And then we have a compelling investment in Chinook, which just takes a while to bring online. And so the timing of wells, it kind of explains the other, the other difference. Having said that, I think because the Chinook well is expected to be high rate and expected to come online in the second half of the year, we ought to see from our offshore business a pretty decent exit rate. And then as we continue to layer on expected activity at the end of the year, heading into 2027 from our offshore business and ramp up our Vietnam development, Loch Da Vanguard, we should start to see some modest growth in our production profile and particularly our oily profile there.
I’ve been hesitant, as you know, to give very specific numbers. I think you could think of our kind of midterm ramp in production to be low single digit feels good. Depending on what we choose to do and when we do it, you may see some years where that growth is, you know, very low. Single digit, 1%, you may see that it’s 5%, it can get a little lumpy. But I think if you think about what we’re doing with our assets, we’re investing in the projects to have stability to modest growth. You layer on top of that our growing Vietnam business.

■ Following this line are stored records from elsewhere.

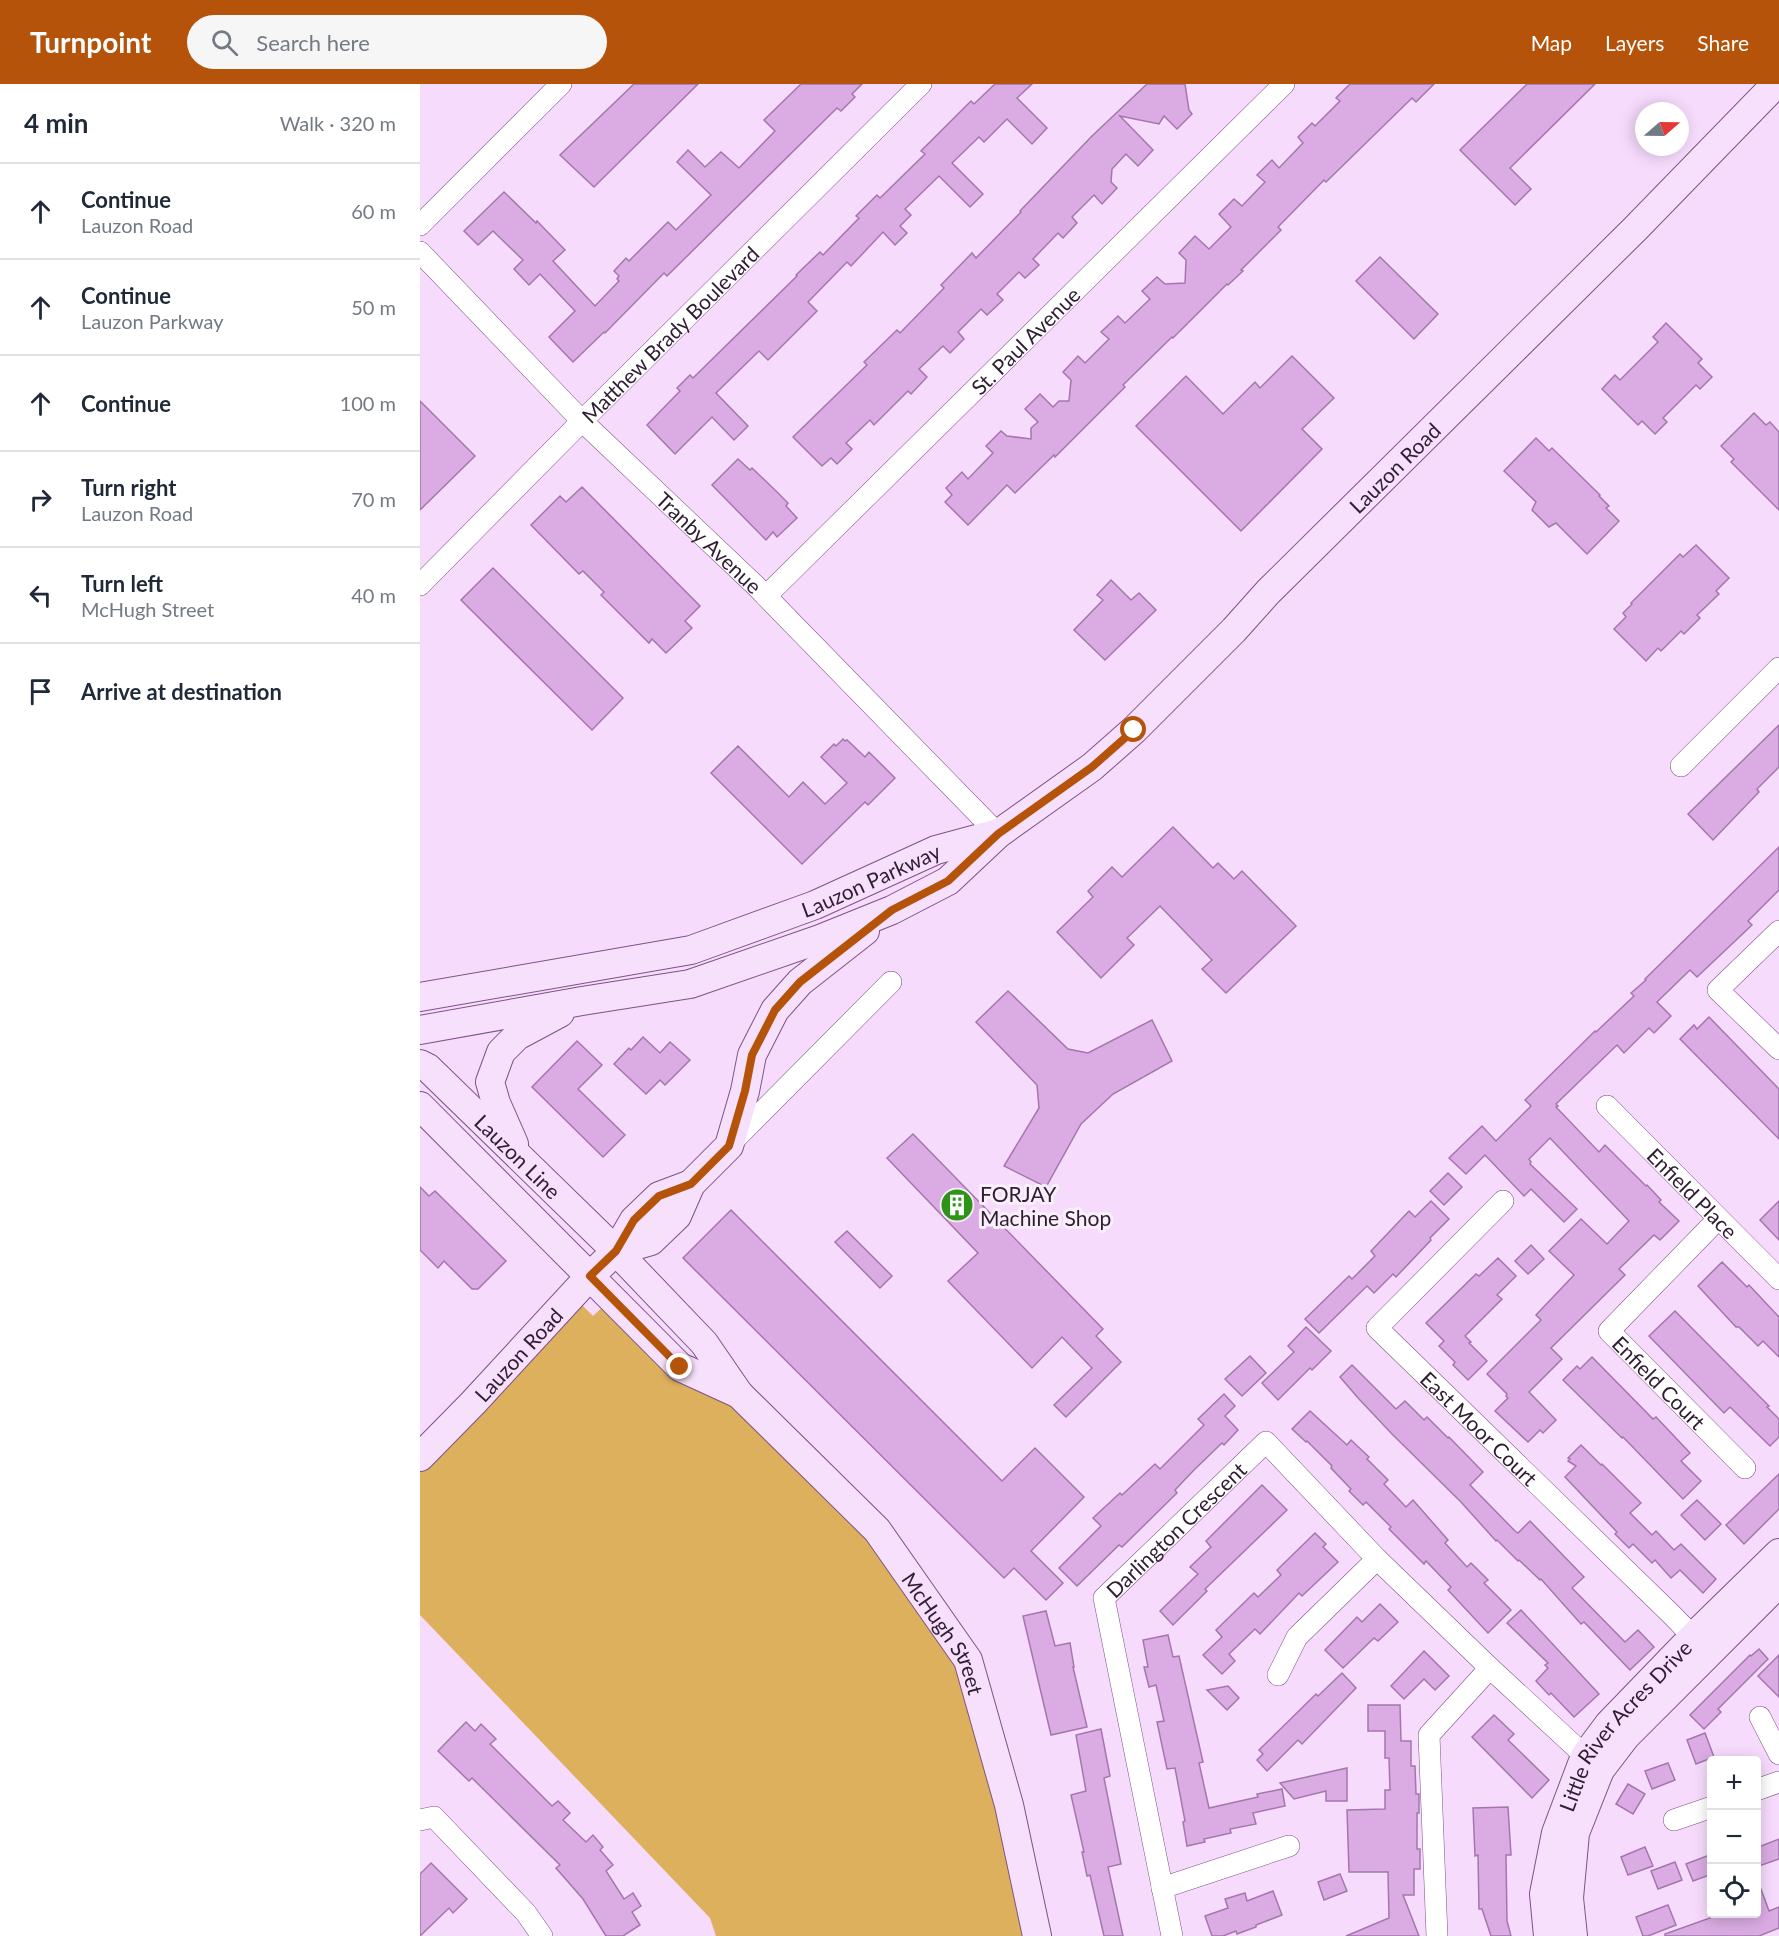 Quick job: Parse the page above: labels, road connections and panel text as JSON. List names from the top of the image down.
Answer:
{
  "streets": {
    "main road": [
      "Lauzon Road",
      "Lauzon Parkway",
      "Lauzon Line",
      "McHugh Street",
      "Little River Acres Drive"
    ],
    "street": [
      "Matthew Brady Boulevard",
      "St. Paul Avenue",
      "Tranby Avenue",
      "Enfield Place",
      "Enfield Court",
      "East Moor Court",
      "Darlington Crescent"
    ]
  },
  "crossings": [
    ["Matthew Brady Boulevard", "Tranby Avenue"],
    ["St. Paul Avenue", "Tranby Avenue"],
    ["Lauzon Road", "Tranby Avenue"],
    ["Lauzon Road", "Lauzon Parkway"],
    ["Lauzon Road", "Lauzon Line"],
    ["Lauzon Road", "McHugh Street"],
    ["Tranby Avenue", "Lauzon Parkway"],
    ["Lauzon Line", "McHugh Street"],
    ["Enfield Place", "Enfield Court"],
    ["East Moor Court", "Little River Acres Drive"],
    ["Darlington Crescent", "Little River Acres Drive"]
  ],
  "places": {
    "building": ["FORJAY Machine Shop"]
  },
  "north": "right",
  "page": {
    "header": "Turnpoint",
    "search": "Search here",
    "nav": ["Map", "Layers", "Share"],
    "heading": ["4 min", "Walk · 320 m"],
    "list": [
      ["Continue", "Lauzon Road", "60 m"],
      ["Continue", "Lauzon Parkway", "50 m"],
      ["Continue", "100 m"],
      ["Turn right", "Lauzon Road", "70 m"],
      ["Turn left", "McHugh Street", "40 m"],
      "Arrive at destination"
    ],
    "map_buttons": ["+", "−"]
  }
} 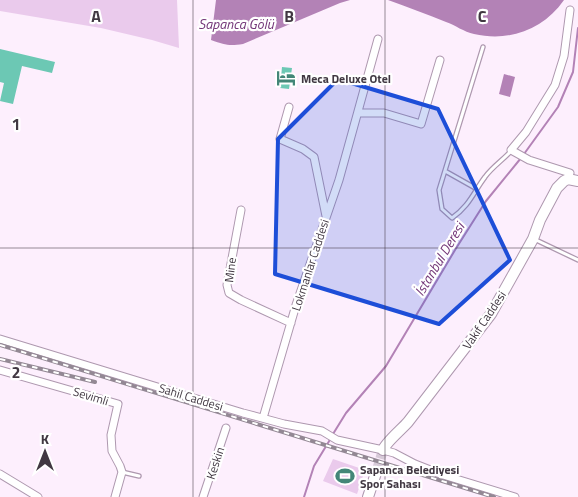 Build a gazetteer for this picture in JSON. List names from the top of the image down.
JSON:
{
  "streets": {
    "street": [
      "Lokmanlar Caddesi",
      "Mine",
      "Vakıf Caddesi",
      "Sevimli",
      "Sahil Caddesi",
      "Keskin"
    ]
  },
  "crossings": [
    ["Lokmanlar Caddesi", "Mine"],
    ["Lokmanlar Caddesi", "Sahil Caddesi"],
    ["Vakıf Caddesi", "Sahil Caddesi"]
  ],
  "water": ["Sapanca Gölü", "İstanbul Deresi"],
  "places": {
    "hotel": ["Meca Deluxe Otel"],
    "sports": ["Sapanca Belediyesi Spor Sahası"]
  },
  "north": "top",
  "grid": {
    "columns": ["A", "B", "C"],
    "rows": ["1", "2"]
  }
} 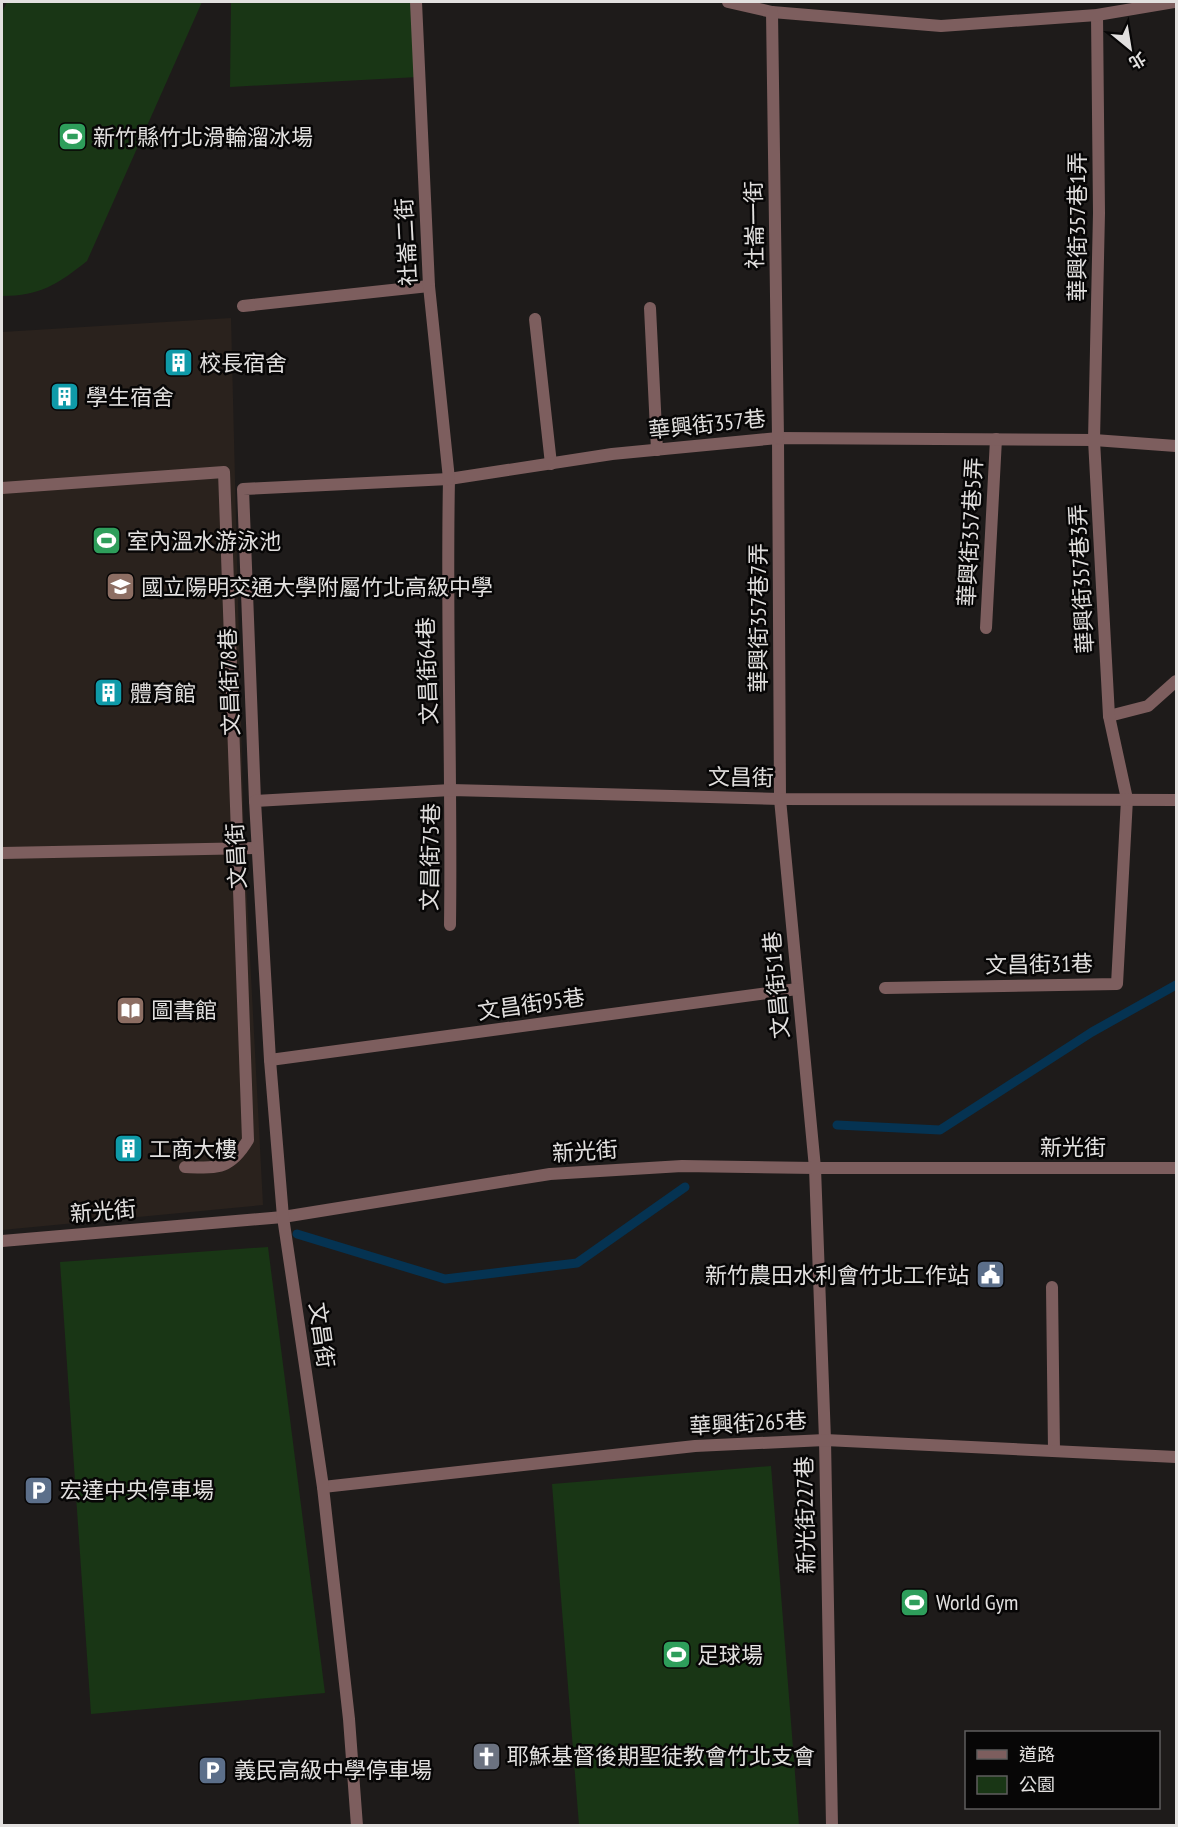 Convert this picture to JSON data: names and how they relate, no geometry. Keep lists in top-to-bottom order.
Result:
{
  "streets": {
    "street": [
      "社崙一街",
      "華興街357巷1弄",
      "社崙二街",
      "華興街357巷",
      "華興街357巷5弄",
      "華興街357巷3弄",
      "華興街357巷7弄",
      "文昌街64巷",
      "文昌街78巷",
      "文昌街",
      "文昌街75巷",
      "文昌街31巷",
      "文昌街51巷",
      "文昌街95巷",
      "新光街",
      "華興街265巷",
      "新光街227巷"
    ]
  },
  "crossings": [
    ["社崙一街", "華興街357巷"],
    ["社崙一街", "華興街357巷7弄"],
    ["華興街357巷1弄", "華興街357巷"],
    ["華興街357巷1弄", "華興街357巷3弄"],
    ["社崙二街", "華興街357巷"],
    ["社崙二街", "文昌街64巷"],
    ["華興街357巷", "華興街357巷5弄"],
    ["華興街357巷", "華興街357巷3弄"],
    ["華興街357巷", "華興街357巷7弄"],
    ["華興街357巷", "文昌街64巷"],
    ["華興街357巷", "文昌街78巷"],
    ["華興街357巷3弄", "文昌街"],
    ["華興街357巷3弄", "文昌街31巷"],
    ["華興街357巷7弄", "文昌街"],
    ["華興街357巷7弄", "文昌街51巷"],
    ["文昌街64巷", "文昌街"],
    ["文昌街64巷", "文昌街75巷"],
    ["文昌街78巷", "文昌街"],
    ["文昌街", "文昌街75巷"],
    ["文昌街", "文昌街31巷"],
    ["文昌街", "文昌街51巷"],
    ["文昌街", "文昌街95巷"],
    ["文昌街", "新光街"],
    ["文昌街", "華興街265巷"],
    ["文昌街51巷", "文昌街95巷"],
    ["文昌街51巷", "新光街"],
    ["文昌街51巷", "新光街227巷"],
    ["新光街", "新光街227巷"],
    ["華興街265巷", "新光街227巷"]
  ],
  "places": {
    "sports": [
      "新竹縣竹北滑輪溜冰場",
      "室內溫水游泳池",
      "World Gym",
      "足球場"
    ],
    "building": [
      "校長宿舍",
      "學生宿舍",
      "體育館",
      "工商大樓"
    ],
    "school or university": ["國立陽明交通大學附屬竹北高級中學"],
    "library": ["圖書館"],
    "public building": ["新竹農田水利會竹北工作站"],
    "parking": ["宏達中央停車場", "義民高級中學停車場"],
    "church": ["耶穌基督後期聖徒教會竹北支會"]
  },
  "legend": ["道路", "公園"],
  "north": "bottom right"
} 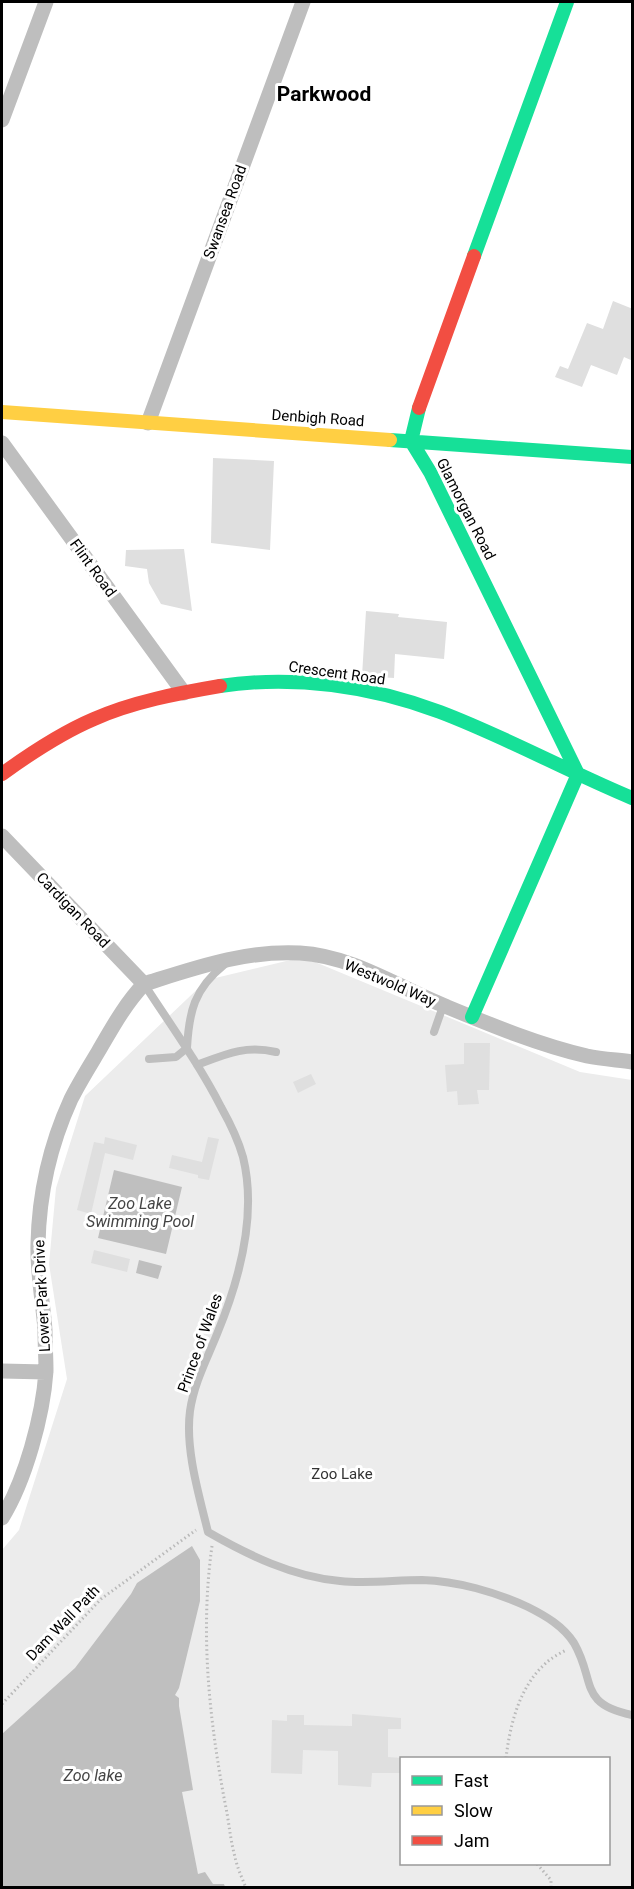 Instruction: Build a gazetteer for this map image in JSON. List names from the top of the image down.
{
  "streets": {
    "street": [
      "Swansea Road",
      "Denbigh Road",
      "Glamorgan Road",
      "Flint Road",
      "Crescent Road",
      "Cardigan Road",
      "Westwold Way",
      "Lower Park Drive"
    ],
    "lane": ["Prince of Wales"],
    "path": ["Dam Wall Path"]
  },
  "crossings": [
    ["Swansea Road", "Denbigh Road"],
    ["Denbigh Road", "Glamorgan Road"],
    ["Glamorgan Road", "Crescent Road"],
    ["Flint Road", "Crescent Road"],
    ["Cardigan Road", "Westwold Way"],
    ["Cardigan Road", "Lower Park Drive"],
    ["Cardigan Road", "Prince of Wales"],
    ["Westwold Way", "Lower Park Drive"],
    ["Westwold Way", "Prince of Wales"],
    ["Lower Park Drive", "Prince of Wales"],
    ["Prince of Wales", "Dam Wall Path"]
  ],
  "districts": ["Parkwood"],
  "water": ["Zoo Lake Swimming Pool", "Zoo lake"],
  "parks": ["Zoo Lake"],
  "legend": ["Fast", "Slow", "Jam"]
}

When you look a little farther out, you see more material growth with that organically created Vietnam business coming. And so as you point out, it’s a little early to talk about 2027, but in the context of what we’re doing with our assets, it’s fair to see similar or slightly higher production and especially oily production. With growth in the Gulf and our Vietnam oily business growing.
Neil Mehta
Eric, that would be similar production to the full year guide or to the exit rate.
Eric M. Hambly
I’m sorry, I would say to the full year guide.
Neil Mehta
Got it. And then just on Chinook, can you. Just talk about de risking it? It sounds like, you know, it’ll come on later this year. What are the gaining items there and confidence interval around that production?
Eric M. Hambly
Sure. The Chinook 8 development well is targeting a reservoir that is currently developed and producing, but is effectively an underdeveloped reservoir. So the well will be near a well that used to produce in the field at a rate similar to what we’ve quoted, about 15,000 barrels per day gross. So we expect that there is very limited uncertainty in terms of the subsurface in terms of production rate. You always have a little bit of uncertainty around just exactly how much pay thickness you find and how good the completion is. So from an execution perspective, the main issue is around timing of delivery.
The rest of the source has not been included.